Re: Klimatyczna Szajka
: wt kwie 20, 2010 5:46 pm
autor: alken
a które to (pa)szczury będę wiozła (może) dla Muchowej?

proszę mi tu introdukcję zrobić

fajnie bedzie mieć jajcaki przez parę godzin

Re: Klimatyczna Szajka
: wt kwie 20, 2010 6:55 pm
autor: klimejszyn
będziesz wiozła kapturka Demia i rudego Sezamka

chyba, ze dojada syjamki, to jeszcze 2

Re: Klimatyczna Szajka
: wt kwie 20, 2010 7:14 pm
autor: Mucha321
Przedszkolandię całą zabierzesz z Krakowa.

Re: Klimatyczna Szajka
: wt kwie 20, 2010 7:47 pm
autor: Nietoperrr...
A ja tego rudego gdzieś tam po drodze capnę...

Wiem kto przewozi,wiem do kogo...Wystrzegajcie się zamaskowanej złodziejki!
Re: Klimatyczna Szajka
: wt kwie 20, 2010 8:21 pm
autor: alken
iwonakoziarska pisze:A ja tego rudego gdzieś tam po drodze capnę...

Wiem kto przewozi,wiem do kogo...Wystrzegajcie się zamaskowanej złodziejki!
a tam, z daleka Cię poznam, będziesz biegła z rozwianym włosiem i szczurami uczepionymi wszystkich kończyn

Re: Klimatyczna Szajka
: wt kwie 20, 2010 9:02 pm
autor: Nietoperrr...
alken pisze:
a tam, z daleka Cię poznam, będziesz biegła z rozwianym włosiem i szczurami uczepionymi wszystkich kończyn

Rozwiane włosie ukryję pod czarną kominiarką,a szczury mam wytresowane w "Cichym Stylu Ninja",więc chowają się pod nogawkami niepostrzeżenie i dopiero w ostatnim momencie bezgłośnie atakują...

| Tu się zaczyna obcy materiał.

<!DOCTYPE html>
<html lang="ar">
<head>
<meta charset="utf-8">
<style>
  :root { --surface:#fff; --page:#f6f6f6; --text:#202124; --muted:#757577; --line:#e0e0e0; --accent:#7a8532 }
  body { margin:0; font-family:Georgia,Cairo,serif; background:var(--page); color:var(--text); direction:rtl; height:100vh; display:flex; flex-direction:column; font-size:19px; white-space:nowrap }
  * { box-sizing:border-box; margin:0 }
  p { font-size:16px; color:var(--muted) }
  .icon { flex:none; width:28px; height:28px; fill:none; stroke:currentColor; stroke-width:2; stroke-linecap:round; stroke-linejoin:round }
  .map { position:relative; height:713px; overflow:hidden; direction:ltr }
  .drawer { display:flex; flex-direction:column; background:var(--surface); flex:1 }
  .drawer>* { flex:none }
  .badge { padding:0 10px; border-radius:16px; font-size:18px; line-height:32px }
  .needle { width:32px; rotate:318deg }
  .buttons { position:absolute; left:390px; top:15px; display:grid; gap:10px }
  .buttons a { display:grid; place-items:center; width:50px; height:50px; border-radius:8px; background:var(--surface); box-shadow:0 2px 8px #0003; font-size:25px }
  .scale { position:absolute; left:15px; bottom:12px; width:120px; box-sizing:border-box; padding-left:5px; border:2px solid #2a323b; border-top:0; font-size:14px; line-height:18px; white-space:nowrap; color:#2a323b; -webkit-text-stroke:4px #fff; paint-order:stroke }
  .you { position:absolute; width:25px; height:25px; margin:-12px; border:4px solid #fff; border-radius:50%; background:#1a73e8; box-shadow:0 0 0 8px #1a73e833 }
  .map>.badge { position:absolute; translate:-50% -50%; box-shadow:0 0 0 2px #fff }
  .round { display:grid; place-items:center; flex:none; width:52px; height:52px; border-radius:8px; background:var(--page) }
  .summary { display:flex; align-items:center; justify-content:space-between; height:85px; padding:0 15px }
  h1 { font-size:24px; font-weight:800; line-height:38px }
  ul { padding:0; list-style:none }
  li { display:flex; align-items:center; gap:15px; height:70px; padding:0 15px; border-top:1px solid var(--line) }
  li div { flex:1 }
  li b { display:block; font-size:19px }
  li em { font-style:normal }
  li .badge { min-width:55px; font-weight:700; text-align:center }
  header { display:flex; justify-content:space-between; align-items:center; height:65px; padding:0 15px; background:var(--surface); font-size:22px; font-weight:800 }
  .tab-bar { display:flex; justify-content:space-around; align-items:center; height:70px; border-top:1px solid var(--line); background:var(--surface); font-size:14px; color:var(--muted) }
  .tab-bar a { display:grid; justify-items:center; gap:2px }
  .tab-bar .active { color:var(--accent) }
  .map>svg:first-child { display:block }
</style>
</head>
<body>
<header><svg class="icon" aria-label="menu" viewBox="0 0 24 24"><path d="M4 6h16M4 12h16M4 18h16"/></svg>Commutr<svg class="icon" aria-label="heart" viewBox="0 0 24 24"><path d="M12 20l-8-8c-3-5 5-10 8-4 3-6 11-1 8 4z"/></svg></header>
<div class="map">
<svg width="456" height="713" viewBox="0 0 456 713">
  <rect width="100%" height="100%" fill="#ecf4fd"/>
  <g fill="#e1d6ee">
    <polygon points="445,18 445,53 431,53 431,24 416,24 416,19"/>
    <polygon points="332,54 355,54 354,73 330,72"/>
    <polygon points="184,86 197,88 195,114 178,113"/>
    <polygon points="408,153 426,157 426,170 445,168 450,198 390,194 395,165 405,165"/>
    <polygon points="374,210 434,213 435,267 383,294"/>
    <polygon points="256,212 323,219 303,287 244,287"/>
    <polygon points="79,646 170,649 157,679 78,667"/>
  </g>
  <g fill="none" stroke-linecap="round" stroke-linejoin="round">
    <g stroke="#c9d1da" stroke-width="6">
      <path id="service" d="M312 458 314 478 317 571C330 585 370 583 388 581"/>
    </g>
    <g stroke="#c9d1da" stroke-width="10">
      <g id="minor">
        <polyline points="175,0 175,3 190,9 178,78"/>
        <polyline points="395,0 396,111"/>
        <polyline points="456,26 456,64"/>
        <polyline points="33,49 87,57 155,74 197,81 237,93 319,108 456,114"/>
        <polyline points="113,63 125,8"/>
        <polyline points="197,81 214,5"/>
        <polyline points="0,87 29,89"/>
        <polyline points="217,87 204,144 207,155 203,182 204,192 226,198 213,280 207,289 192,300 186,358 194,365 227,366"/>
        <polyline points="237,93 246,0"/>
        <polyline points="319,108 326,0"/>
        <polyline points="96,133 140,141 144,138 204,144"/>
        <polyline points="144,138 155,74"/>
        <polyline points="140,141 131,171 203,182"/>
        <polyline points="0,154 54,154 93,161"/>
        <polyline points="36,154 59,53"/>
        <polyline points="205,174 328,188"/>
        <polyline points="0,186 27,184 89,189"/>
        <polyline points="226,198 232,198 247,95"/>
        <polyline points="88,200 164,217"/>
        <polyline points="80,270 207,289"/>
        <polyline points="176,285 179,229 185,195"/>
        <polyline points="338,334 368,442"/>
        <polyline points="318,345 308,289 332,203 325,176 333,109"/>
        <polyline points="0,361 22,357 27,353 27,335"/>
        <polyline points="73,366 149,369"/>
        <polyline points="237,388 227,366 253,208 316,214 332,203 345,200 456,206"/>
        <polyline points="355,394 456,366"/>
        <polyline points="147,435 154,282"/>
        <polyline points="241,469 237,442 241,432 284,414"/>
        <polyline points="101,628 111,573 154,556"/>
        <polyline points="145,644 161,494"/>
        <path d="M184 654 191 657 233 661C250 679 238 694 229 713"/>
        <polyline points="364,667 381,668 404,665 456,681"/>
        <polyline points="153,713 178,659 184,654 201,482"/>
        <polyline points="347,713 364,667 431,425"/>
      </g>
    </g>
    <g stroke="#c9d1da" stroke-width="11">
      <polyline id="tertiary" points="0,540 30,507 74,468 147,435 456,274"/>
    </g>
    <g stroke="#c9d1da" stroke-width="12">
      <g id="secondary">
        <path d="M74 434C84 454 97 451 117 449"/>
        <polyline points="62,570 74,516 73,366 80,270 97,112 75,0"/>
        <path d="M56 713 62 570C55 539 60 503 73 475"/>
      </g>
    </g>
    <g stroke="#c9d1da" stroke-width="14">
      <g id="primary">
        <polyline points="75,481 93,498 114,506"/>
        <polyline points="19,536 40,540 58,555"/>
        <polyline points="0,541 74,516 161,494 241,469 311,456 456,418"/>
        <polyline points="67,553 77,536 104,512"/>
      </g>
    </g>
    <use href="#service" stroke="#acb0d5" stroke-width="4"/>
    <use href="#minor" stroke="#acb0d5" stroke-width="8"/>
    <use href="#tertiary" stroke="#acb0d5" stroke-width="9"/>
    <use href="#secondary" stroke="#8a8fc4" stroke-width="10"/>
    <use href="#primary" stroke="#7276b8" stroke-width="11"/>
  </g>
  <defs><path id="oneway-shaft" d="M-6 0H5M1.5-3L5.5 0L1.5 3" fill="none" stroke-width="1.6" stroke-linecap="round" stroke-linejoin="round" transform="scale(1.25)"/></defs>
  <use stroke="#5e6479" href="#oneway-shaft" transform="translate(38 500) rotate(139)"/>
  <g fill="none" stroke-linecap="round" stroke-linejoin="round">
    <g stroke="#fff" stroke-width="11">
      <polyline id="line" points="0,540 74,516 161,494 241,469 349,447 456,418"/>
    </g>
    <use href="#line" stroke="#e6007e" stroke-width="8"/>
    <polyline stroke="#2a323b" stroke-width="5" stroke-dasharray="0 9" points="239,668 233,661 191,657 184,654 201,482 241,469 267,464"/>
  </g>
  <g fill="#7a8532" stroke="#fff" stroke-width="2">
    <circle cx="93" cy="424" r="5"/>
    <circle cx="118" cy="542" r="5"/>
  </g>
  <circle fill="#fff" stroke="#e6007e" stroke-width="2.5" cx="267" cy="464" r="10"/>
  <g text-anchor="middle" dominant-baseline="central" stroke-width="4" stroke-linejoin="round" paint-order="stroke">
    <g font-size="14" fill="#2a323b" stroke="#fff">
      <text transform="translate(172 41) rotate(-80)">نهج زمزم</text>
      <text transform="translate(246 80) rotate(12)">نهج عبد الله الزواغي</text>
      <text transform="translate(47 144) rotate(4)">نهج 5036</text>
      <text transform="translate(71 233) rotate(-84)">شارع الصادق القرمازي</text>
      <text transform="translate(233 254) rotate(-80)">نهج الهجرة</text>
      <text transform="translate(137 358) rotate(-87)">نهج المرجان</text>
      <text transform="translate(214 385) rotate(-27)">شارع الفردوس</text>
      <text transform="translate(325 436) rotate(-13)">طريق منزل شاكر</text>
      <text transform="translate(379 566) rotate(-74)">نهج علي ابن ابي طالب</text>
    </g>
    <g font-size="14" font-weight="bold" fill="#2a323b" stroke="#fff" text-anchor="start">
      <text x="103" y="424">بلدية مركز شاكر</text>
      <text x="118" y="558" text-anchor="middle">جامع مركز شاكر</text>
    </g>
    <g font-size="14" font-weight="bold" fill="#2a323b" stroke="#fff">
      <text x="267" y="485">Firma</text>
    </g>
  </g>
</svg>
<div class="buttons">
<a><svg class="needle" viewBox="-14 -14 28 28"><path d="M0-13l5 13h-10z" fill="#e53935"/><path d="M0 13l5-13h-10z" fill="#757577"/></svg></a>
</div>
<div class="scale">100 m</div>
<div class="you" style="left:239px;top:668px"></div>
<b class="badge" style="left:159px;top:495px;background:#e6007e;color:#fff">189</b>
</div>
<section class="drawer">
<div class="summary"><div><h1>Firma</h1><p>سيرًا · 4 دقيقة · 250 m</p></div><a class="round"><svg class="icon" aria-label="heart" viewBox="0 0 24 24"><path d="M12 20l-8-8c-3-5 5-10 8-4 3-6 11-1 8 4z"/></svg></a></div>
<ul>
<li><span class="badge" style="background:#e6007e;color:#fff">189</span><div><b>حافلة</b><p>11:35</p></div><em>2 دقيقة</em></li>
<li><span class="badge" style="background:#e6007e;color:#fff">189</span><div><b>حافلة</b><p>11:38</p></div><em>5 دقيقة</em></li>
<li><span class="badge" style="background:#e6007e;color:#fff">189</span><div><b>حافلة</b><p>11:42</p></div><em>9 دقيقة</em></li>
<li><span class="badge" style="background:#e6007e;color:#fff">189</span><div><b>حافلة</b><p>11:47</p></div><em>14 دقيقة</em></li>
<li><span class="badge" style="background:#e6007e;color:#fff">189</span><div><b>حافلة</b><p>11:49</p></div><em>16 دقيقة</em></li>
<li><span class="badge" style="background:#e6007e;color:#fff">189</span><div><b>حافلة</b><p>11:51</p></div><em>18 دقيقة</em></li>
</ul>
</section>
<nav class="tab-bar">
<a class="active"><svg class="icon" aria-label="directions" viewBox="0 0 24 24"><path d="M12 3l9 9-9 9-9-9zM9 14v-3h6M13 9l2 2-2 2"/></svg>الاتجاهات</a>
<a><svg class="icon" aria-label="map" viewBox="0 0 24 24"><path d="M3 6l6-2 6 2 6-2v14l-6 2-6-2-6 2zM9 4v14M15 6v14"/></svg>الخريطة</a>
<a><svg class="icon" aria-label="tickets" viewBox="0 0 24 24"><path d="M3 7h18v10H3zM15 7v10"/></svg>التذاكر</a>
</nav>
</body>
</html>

Nikt nawet nas nie zauważy,a tu nagle brak rudości...

Re: Klimatyczna Szajka
: wt kwie 20, 2010 9:03 pm
autor: sssouzie
Nietopera każdy pozna z daleka.
będzie biegł do góry nogami i machał skrzydłami

Re: Klimatyczna Szajka
: wt kwie 20, 2010 9:19 pm
autor: klimejszyn
ej no, no... nasze rudości prosze zostawić w spokoju, bo przyjde i porwę Łysego i Kleosia...

Re: Klimatyczna Szajka
: wt kwie 20, 2010 9:45 pm
autor: Jessica
wieje mi tu grozą

toż tu same kryminalistki sa

Re: Klimatyczna Szajka
: śr kwie 21, 2010 6:38 am
autor: IHime
klimejszyn pisze:a miałam kończyć na 20 ogonach.. jak dwaj huskusie nie znajdą domków to będzie 24. rodzice mnie chyba z domu wyrzucą, tak obiecywałam, że 20 i ani jednego więcej..

Jak się szczurki rozbiegną, to nie będą w stanie policzyć ile naprawdę ich tam jest.

Re: Klimatyczna Szajka
: śr kwie 21, 2010 7:24 am
autor: alken
IHime pisze:klimejszyn pisze:a miałam kończyć na 20 ogonach.. jak dwaj huskusie nie znajdą domków to będzie 24. rodzice mnie chyba z domu wyrzucą, tak obiecywałam, że 20 i ani jednego więcej..

Jak się szczurki rozbiegną, to nie będą w stanie policzyć ile naprawdę ich tam jest.

haha, dokładnie, gdzie by się tam doliczyli, u mnie jak przybył czwarty, to chyba przez dwa tygodnie nikt nie zauważył dopóki ja nie pękłam i nie zaczęłam się śmiać jak się mama spytała "a co to im za czarne futro do rury włożyłaś?"